4. Conclusion suggesting NOTCH2 fusion implicating survival in a patient with EGFR mutant NSCLC is overestimated. This is just one case.

Response: We have deleted the sentence and explained this as one of the limitations.

5. Study lacks any substantial benchmarking analysis to a larger cohort using publicly available RNA-seq repositories data (e.g. TCGA), which is crucial given the limitations of the study and lack of any definite conclusions.

Response: We used multiple database annotation from CTAT_HumanFusionLib (https://github.com/FusionAnnotator/CTAT_HumanFusionLib/wiki), which was included in the STAR-Fusion reference. The resources used to review our findings include ChimerDB2, ChimerKB, ChimerPub, ChimerSeq, Cosmic, YOSHIHARA TCGA [31], Klijin CellLines [32], GUO2018CR TCGA [7], TumorFusionNAR2018 [13], TCGA StarF2019 (fusions found by STAR-Fusion v1.5.0 across the corresponding TCGA datasets), and CCLE StarF2019 (fusions identified in the Cancer Cell Line Encyclopedia RNA-Seq datasets) (Tables S2 and S3).

Other issues:

1. Refs 1, 7 are outdated and newer studies are available.

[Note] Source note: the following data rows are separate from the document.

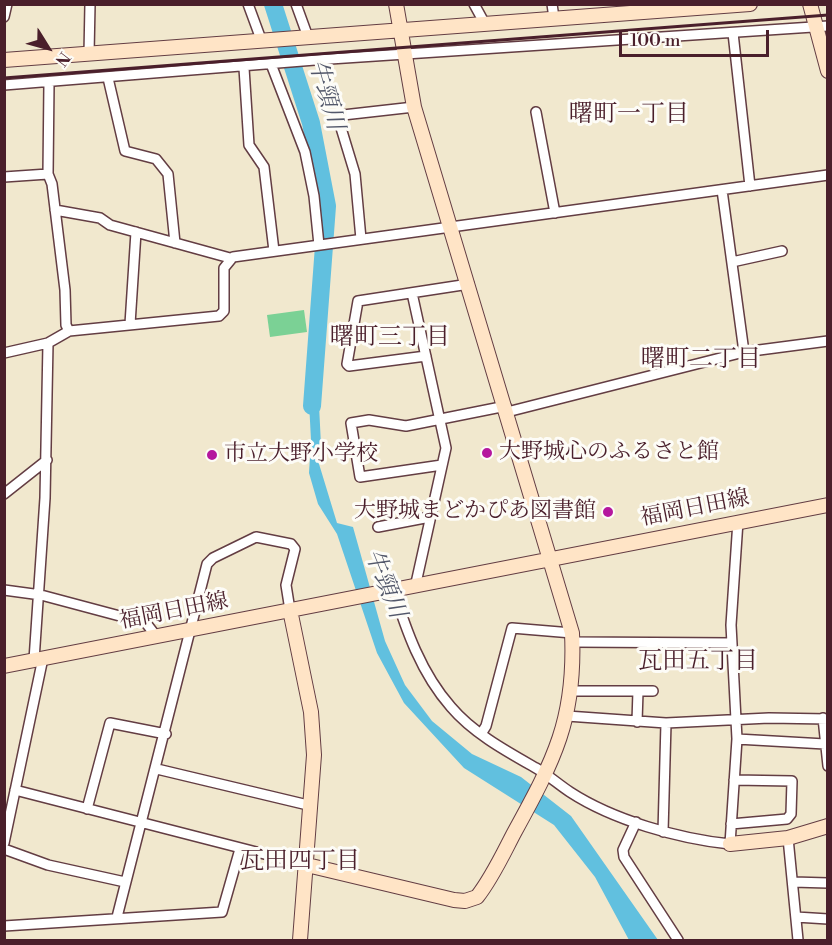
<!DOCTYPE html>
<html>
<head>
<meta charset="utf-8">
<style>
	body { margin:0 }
	#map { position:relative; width:832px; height:945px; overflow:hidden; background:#f1e8ce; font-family:"Libre Bodoni",serif }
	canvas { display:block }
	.frame { position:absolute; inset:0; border:6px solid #4a1f2b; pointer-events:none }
	.north { position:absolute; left:18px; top:18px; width:60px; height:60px; -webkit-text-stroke:4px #fdfcf7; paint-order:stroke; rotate:127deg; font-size:16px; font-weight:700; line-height:24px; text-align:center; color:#4a1f2b }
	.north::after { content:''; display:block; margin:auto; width:21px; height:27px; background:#4a1f2b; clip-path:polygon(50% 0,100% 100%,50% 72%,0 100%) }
	.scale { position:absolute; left:619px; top:30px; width:150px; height:27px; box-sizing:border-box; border:3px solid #4a1f2b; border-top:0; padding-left:8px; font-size:18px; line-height:21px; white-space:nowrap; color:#4a1f2b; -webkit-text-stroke:4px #fdfcf7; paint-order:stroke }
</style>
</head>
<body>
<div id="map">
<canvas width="832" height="945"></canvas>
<div class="frame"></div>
<div class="north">N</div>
<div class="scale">100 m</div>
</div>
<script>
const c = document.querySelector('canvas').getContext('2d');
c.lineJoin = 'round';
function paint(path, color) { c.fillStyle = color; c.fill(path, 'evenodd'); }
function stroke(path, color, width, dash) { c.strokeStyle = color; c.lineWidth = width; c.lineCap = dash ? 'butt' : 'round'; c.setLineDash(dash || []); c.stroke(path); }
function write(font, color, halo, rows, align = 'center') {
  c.font = font + ' "Libre Bodoni","Noto Serif JP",serif'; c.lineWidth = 6; c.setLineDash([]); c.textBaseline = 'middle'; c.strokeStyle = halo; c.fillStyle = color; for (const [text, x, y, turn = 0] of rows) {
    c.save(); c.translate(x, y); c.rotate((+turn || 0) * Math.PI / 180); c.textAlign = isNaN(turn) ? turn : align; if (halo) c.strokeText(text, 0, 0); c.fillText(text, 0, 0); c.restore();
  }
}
paint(new Path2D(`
	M304,310L307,332L270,337L267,315Z`), '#7bd195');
paint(new Path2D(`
	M314,378L319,405L321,445L317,447L316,454L337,523L353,527L385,641L405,685L432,721L472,754L521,777L571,816L658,940H629L595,877L554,825L464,768L404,703L377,653L337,534L318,504L309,473L311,440L309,402Z`), '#61c0df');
stroke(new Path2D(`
	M273,4L311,123L327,206L312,406`), '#61c0df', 18);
const street = new Path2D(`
	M248,4L262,42
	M296,4L308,37
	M474,4L485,24
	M552,4L554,18
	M4,17L7,4
	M733,33L750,186
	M89,54L90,4
	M271,64L305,152L314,196L319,245
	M244,68L249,145L264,167L274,251
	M108,78L125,151L156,159L168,174L175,243
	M49,83L48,174L52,184L65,290L66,325L69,331
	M4,85L315,60L828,26
	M536,112L555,213
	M4,177L48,174
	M722,190L744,352
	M55,210L100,218L110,225L230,258
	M361,239L355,174L338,118L343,115L414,107
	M732,262L782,251
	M412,293L446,448L416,583
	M130,324L136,232
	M4,353L48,343L69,331L219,316L224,311V268L233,257L828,175
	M426,356L349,366L347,364L358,301L469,284
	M507,412L744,352L828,341
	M442,465L360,477L351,423L369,420L406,426L506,406
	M4,494L47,460
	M378,527L430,517
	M393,588C406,630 421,673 451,707C473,733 506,751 536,768C548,775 558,784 570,792C613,820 679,839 730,844L737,739L731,625L738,521
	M4,590L41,595L146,623L156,636
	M573,642L732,643
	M34,660L45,498L48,343
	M572,691H653
	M567,716L666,723L769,718L828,719
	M823,718L828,766
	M637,722L638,691
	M481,734L486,726L512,628L572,633
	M737,739L825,744
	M157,769L312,806
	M15,790L307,865
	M87,809L110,723L166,734
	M636,822L623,850L624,857L678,940
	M731,824L787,819L791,814L792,781L734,780
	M663,832L666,723
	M788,838L798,940
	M4,843L43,658
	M4,849L48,865L125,882
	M793,882L828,883
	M117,917L207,564L213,558L256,537L291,544L295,549L286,585L290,610
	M796,917L828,919
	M4,926L222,912L240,849`);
const secondary = new Path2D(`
	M810,4L828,71
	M4,60L750,4
	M290,610L311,712L314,755L300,940
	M4,666L828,505
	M730,844L788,838L828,826
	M307,865L454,900L465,901L477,897C492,878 503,854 514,833C554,760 576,719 572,633L414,107L396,4`);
stroke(street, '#633d43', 12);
stroke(secondary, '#633d43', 16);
stroke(street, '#fff', 9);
stroke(secondary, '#ffe4c6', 14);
stroke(new Path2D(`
	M4,78L828,15`), '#4a1f2b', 3);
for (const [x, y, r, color] of [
	[487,453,6,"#b5179e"],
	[212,455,6,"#b5179e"],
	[608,512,6,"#b5179e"]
]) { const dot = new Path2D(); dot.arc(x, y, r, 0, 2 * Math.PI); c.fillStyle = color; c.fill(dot); stroke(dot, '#fdfcf7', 2); }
write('22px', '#4a1f2b', '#fdfcf7', [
	["大野城心のふるさと館",499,453],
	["市立大野小学校",224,455],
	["大野城まどかぴあ図書館",596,512,"right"]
], 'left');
write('22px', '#4a1f2b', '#fdfcf7', [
	["福岡日田線",695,509,-11],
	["福岡日田線",174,612,-11]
]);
write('italic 24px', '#52576a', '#fdfcf7', [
	["牛頸川",325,95,74],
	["牛頸川",384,584,68]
]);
write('24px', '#4a1f2b', '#fdfcf7', [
	["曙町一丁目",629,115],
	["曙町三丁目",390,338],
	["曙町二丁目",701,360],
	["瓦田五丁目",698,662],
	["瓦田四丁目",300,862]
]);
</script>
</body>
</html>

Ref 8 has no authors listed.

Response: We have changed references 1, 7, and 8 as suggested.

2. Last sentence of the second paragraph (lines 61-62) is not correct and needs to be rephrased. The problem is not the lack of evidence for clinical effectiveness, but emergence of secondary resistance to targeted therapies.

Response: The sentence has been rewritten as follows: “However, resistance to cancer therapies remains a major clinical problem and involves all models of treatment, including molecular-targeted therapy and immunotherapy.”

3. Table illustrating clinical characteristics of the cohort should be expanded. Authors should update diagnosis according to up-to-date WHO classification, add TNM staging, info on how the samples were obtained (e.g. surgery, bronchoscopy etc.), treatment info.

Response: We have added grades in Table 1, as suggested. Moreover, we have added the following footnote to Table 1: “All subjects underwent surgical resection. Patients were diagnosed according to the 2015 World Health Organization and International Association for the Study of Lung Cancer guidelines. Staging was based on the guidelines of the eighth edition of the TNM classification for NSCLC.”

4. First paragraph of the discussion section is yet another summary of the results and can be omitted.

Response: We have omitted first paragraph of the Discussion as suggested.